# Kamelot: New album, new singer



## Sonata (Aug 7, 2010)

Anyone give their new album "Silverthorn" a listen yet? They have a new singer, Roy Kahn left due to severe anxiety issues. I'm listening to samples of the new stuff right now. Sounds pretty good, the new vocalist is perfectly fine, but I do miss Kahn. He brought that something that made previous albums really special.


----------



## regressivetransphobe (May 16, 2011)

Singers are pretty disposable in these power metal bands, aren't they?

"Hey, can you do high notes? Welcome aboard."


----------



## jurianbai (Nov 23, 2008)

the new singer from previously Seventh Wonder band is pretty good. Kamelot actually down the hill in the couple past album and Silverthorn I think, got new spirit inside due to new voice character. This album is pretty decent.


----------



## Flamme (Dec 30, 2012)

They are too pretentious for me...Although they have good moments with Hammerfall...But all that ''heroic'' metal doesnt strike me as something Really awesome...With exeption of Blind Guardian maybe..


----------



## Sonata (Aug 7, 2010)

jurianbai said:


> the new singer from previously Seventh Wonder band is pretty good. Kamelot actually down the hill in the couple past album and Silverthorn I think, got new spirit inside due to new voice character. This album is pretty decent.
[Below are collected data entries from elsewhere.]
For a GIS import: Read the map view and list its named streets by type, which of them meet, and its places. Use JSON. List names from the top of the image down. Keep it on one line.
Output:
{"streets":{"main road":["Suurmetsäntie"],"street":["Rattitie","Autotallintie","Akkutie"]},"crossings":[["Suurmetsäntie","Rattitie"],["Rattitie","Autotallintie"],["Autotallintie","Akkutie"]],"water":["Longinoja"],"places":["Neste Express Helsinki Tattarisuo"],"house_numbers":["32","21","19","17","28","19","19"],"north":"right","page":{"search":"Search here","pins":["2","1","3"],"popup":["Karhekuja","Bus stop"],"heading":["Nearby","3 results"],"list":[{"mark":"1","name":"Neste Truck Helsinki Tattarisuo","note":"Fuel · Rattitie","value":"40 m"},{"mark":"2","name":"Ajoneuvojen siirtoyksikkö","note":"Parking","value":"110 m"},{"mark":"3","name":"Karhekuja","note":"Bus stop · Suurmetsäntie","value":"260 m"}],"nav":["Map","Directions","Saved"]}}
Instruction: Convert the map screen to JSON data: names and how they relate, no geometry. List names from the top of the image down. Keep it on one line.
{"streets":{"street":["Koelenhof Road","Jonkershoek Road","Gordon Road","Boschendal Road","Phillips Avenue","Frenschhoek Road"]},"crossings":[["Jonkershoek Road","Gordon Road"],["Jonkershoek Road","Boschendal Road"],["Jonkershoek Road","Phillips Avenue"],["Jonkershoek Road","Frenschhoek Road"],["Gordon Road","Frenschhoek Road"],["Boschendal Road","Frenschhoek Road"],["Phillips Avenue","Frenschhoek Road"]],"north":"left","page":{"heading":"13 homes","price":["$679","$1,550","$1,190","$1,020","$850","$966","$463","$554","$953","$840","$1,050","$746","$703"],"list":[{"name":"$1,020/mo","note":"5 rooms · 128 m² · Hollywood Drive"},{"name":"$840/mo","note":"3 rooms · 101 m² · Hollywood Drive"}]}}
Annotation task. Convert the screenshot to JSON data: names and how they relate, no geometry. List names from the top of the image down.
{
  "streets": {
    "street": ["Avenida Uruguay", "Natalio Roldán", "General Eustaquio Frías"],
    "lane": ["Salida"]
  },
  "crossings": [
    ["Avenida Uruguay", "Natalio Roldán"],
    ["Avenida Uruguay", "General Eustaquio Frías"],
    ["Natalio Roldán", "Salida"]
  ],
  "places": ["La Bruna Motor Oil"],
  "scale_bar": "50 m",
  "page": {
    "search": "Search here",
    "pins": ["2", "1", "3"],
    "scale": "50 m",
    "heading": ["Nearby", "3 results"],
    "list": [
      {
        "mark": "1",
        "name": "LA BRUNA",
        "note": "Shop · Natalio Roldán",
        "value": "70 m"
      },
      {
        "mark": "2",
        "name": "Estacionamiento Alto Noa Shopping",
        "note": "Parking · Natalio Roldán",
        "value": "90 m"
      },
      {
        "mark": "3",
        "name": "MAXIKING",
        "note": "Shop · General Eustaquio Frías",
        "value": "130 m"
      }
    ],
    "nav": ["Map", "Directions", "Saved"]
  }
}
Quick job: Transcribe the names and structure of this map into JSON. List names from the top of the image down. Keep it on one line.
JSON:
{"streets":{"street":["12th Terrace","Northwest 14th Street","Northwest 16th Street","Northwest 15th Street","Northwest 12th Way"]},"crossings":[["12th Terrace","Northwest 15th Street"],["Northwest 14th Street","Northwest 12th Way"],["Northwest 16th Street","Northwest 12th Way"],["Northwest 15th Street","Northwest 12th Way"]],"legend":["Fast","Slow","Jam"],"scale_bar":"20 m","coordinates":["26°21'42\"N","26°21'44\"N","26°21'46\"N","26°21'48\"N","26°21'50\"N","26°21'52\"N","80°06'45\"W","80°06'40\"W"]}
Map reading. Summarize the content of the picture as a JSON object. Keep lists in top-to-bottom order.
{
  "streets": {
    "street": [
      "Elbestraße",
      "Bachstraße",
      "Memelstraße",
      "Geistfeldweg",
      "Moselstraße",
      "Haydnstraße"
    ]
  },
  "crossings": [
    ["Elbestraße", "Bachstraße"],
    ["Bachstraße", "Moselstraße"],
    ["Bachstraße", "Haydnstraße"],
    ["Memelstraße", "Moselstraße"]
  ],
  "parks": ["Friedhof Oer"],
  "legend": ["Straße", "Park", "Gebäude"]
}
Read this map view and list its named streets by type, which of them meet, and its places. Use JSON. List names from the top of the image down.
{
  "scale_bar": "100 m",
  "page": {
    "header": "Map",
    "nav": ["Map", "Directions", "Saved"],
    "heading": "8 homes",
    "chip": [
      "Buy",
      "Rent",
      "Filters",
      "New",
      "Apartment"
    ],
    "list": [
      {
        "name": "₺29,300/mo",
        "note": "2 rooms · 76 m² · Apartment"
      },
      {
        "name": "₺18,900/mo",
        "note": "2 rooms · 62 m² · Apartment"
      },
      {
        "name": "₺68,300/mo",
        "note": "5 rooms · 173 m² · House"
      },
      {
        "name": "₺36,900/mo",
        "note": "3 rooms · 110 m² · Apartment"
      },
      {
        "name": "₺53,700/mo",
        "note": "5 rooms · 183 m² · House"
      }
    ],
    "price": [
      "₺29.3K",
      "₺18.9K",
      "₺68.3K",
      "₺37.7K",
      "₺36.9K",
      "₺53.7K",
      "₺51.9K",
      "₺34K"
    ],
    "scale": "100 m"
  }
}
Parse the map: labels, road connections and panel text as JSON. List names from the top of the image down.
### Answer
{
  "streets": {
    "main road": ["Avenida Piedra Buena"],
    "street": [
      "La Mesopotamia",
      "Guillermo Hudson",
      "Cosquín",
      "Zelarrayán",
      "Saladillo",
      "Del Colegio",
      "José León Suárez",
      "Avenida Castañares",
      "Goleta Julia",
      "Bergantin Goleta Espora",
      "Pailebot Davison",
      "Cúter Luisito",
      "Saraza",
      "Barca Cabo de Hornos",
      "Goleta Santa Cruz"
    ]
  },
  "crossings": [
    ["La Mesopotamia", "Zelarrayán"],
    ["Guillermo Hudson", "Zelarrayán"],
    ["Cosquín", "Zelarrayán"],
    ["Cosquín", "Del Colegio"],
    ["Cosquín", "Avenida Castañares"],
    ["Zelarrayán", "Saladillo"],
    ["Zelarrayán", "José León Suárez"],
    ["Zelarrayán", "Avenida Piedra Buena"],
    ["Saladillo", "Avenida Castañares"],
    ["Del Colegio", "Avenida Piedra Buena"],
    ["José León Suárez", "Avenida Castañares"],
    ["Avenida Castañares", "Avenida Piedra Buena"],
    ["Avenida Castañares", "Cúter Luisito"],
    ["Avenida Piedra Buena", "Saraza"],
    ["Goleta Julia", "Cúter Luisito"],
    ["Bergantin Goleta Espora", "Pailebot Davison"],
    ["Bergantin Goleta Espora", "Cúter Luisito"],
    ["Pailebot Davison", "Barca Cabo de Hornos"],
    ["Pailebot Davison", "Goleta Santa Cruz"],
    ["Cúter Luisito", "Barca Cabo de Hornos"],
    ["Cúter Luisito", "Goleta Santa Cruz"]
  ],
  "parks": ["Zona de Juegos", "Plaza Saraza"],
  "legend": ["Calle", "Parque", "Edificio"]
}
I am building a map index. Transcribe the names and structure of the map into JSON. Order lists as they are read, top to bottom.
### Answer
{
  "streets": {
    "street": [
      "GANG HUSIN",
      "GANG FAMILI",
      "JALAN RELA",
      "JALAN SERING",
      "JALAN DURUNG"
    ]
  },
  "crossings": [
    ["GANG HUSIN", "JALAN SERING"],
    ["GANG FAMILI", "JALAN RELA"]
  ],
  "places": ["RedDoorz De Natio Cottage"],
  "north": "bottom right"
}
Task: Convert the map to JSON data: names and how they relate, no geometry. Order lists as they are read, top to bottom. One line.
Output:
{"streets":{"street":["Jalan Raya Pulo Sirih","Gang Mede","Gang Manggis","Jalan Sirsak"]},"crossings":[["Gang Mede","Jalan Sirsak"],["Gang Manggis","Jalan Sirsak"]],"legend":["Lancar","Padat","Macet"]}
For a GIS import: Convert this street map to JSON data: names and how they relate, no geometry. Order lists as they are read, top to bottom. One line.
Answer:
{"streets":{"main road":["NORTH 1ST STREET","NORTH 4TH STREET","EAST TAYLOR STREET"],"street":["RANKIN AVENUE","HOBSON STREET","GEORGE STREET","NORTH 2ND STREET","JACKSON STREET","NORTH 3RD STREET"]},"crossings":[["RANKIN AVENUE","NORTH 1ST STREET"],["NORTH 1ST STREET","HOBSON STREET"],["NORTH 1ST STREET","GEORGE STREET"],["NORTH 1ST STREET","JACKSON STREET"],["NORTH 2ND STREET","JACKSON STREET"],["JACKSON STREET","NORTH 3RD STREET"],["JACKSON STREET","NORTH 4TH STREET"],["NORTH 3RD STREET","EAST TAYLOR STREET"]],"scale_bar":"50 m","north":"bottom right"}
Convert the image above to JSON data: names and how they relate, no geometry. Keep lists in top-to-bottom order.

I liked Poetry for the Poisoned quite a lot myself. Though I agree regarding Ghost Opera. I just downloaded the album today, and I look forward to listening to it, perhaps on my lunch hour tomorrow.


----------



## Sonata (Aug 7, 2010)

I have finally had a chance to listen to the album, and I am really happy with it! They couldn't have picked a better singer to replace Kahn. Very good material.


----------